In the last of our series of interviews with the group leaders hoping to run Cardiff council, Peter Law spoke to the Liberal Democrats’ Rodney Bermanabout his record in power and whether he can win a third term on May 3.
Aster running Cardiff council for the past eight years, Rodney Berman is just as keen to talk-up his record in power as he is to attack his Labour rivals.
Throughout this election campaign, his Liberal Democrats have been quick to remind voters of the situation the group says it inherited from Labour in 2004.
Speaking at his Roath home, Councillor Berman – who has run the council in partnership with Plaid Cymru since 2008 – lists recycling, social services, dirty streets and school funding as some of the issues the Lib Dems have “turned around”.
He also harks back to the row over £2.7m in unlawful allowances paid to Cardiff’s councillors when Labour was in power at the turn of the century.
“That was all down to the way the council was being run by Russell Goodway,” he says.
Coun Berman claims the veteran Ely councillor – who was leader of the council for 12 years – is in fact still controlling Cardiff Labour behind the scenes. And he goes on to deliver a damning verdict on current Labour group leader, Heather Joyce.
“It’s unquestionable that it’s Russell Goodway who is in the driving seat,” he said.
“It’s very obvious that he is controlling what they are doing.
“I hear anecdotally all the time that he is the one writing all the questions they put to council and it’s Russell who is tabling motions.
“I don’t want to denigrate Heather personally, but I think it’s pretty clear that she is out of her depth here.
“Whether she sees herself in that role or not, I think everybody can see she is very much holding a caretaker position.

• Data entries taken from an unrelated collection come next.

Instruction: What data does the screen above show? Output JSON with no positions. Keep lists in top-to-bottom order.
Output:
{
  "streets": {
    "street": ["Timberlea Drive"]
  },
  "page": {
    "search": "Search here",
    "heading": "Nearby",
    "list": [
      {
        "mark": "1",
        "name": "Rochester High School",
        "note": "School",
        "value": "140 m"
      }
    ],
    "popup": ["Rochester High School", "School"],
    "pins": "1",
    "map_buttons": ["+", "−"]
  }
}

“I’m hearing on the rumour mill, particularly from Labour sources, that Russell Goodway is calculating that he is going to have the support to take the leadership back if Labour get into a position of power.

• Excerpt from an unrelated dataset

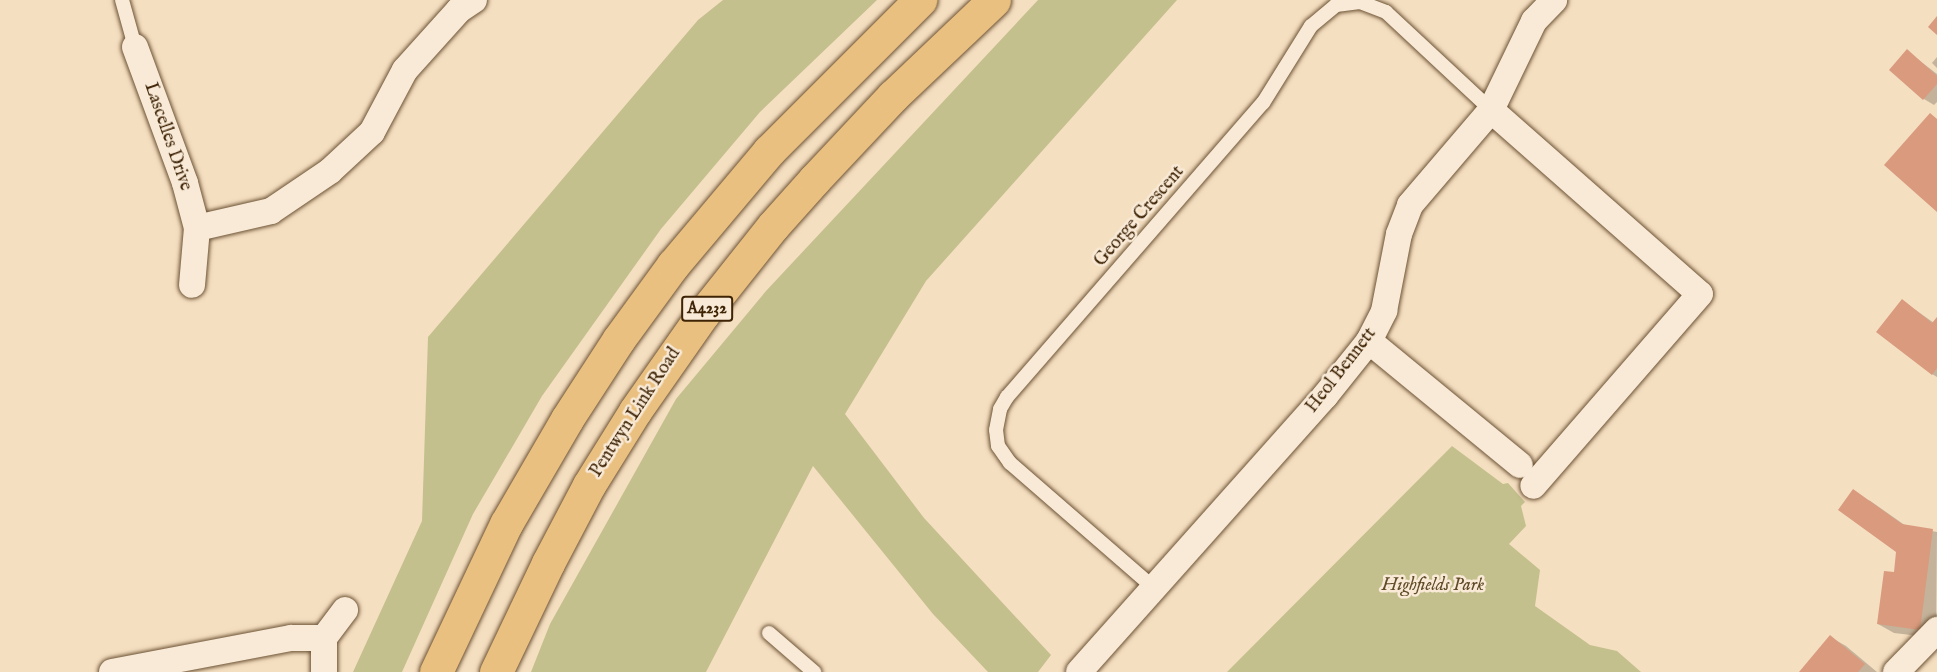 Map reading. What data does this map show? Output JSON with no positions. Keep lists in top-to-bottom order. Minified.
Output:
{"streets":{"main road":["A4232","Pentwyn Link Road"],"street":["Lascelles Drive","Heol Bennett"],"lane":["George Crescent"]},"crossings":[["George Crescent","Heol Bennett"]],"parks":["Highfields Park"]}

“I think people need to know that if they vote Labour there is a very high chance they will end up with Russell Goodway again.”
For his part, Coun Goodway has repeatedly said in recent weeks that he has no ambition to once again be council leader. Other Labour councillors have also said that it would be a political disaster if anyone challenged Coun Joyce’s leadership should they gain control on May 3.

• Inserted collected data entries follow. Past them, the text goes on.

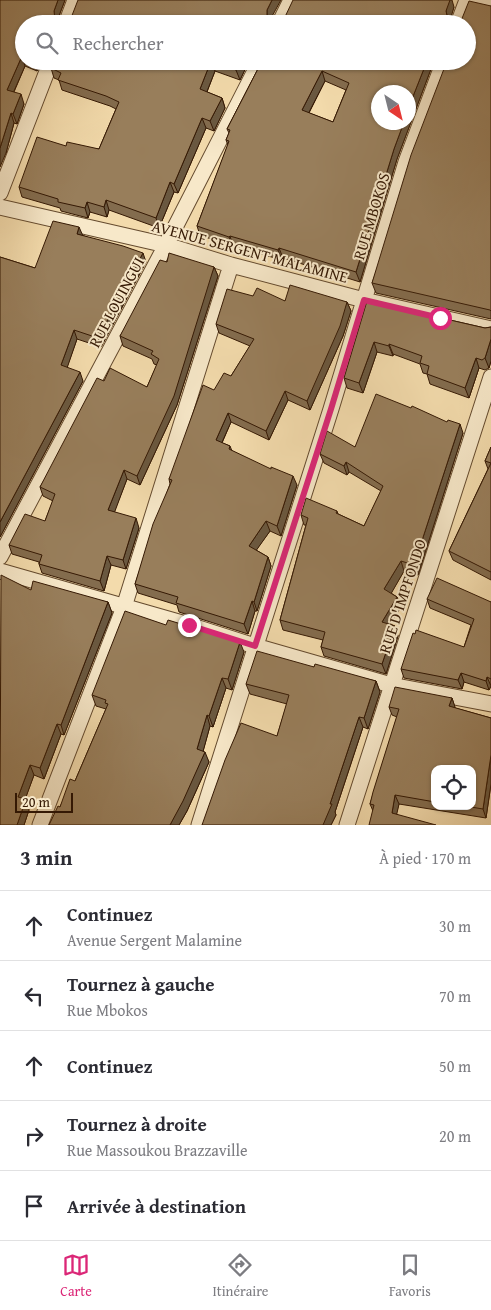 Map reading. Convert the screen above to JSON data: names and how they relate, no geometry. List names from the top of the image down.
{
  "streets": {
    "street": [
      "RUE MBOKOS",
      "AVENUE SERGENT MALAMINE",
      "RUE LOUINGUI",
      "RUE D'IMPFONDO"
    ]
  },
  "crossings": [
    ["RUE MBOKOS", "AVENUE SERGENT MALAMINE"],
    ["AVENUE SERGENT MALAMINE", "RUE LOUINGUI"]
  ],
  "scale_bar": "20 m",
  "north": "bottom right",
  "page": {
    "search": "Rechercher",
    "scale": "20 m",
    "heading": ["3 min", "À pied · 170 m"],
    "list": [
      ["Continuez", "Avenue Sergent Malamine", "30 m"],
      ["Tournez à gauche", "Rue Mbokos", "70 m"],
      ["Continuez", "50 m"],
      ["Tournez à droite", "Rue Massoukou Brazzaville", "20 m"],
      "Arrivée à destination"
    ],
    "nav": ["Carte", "Itinéraire", "Favoris"]
  }
}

Coun Berman has pitched the election as a two-horse race between Labour and the Liberal Democrats, writing off the chances of Plaid Cymru and the Conservatives.
“We are clearly the largest party at the moment so it’s obvious that we are one of the contenders,” he said.
“But you have to look at the Assembly elections where Labour won all four constituencies (in Cardiff) and historically it has been Labour that has been more dominant across the city than any other party, that is a very clear, obvious analysis to anybody.”
This election is the first time local Liberal Democrats have had to defend their party being in government in Westminster. To counter this, Coun Berman has stressed that Cardiff residents should judge Lib Dems on their record of running the council, plus, he says: “I don’t think people forget straight away that it was Labour who got us into this mess.”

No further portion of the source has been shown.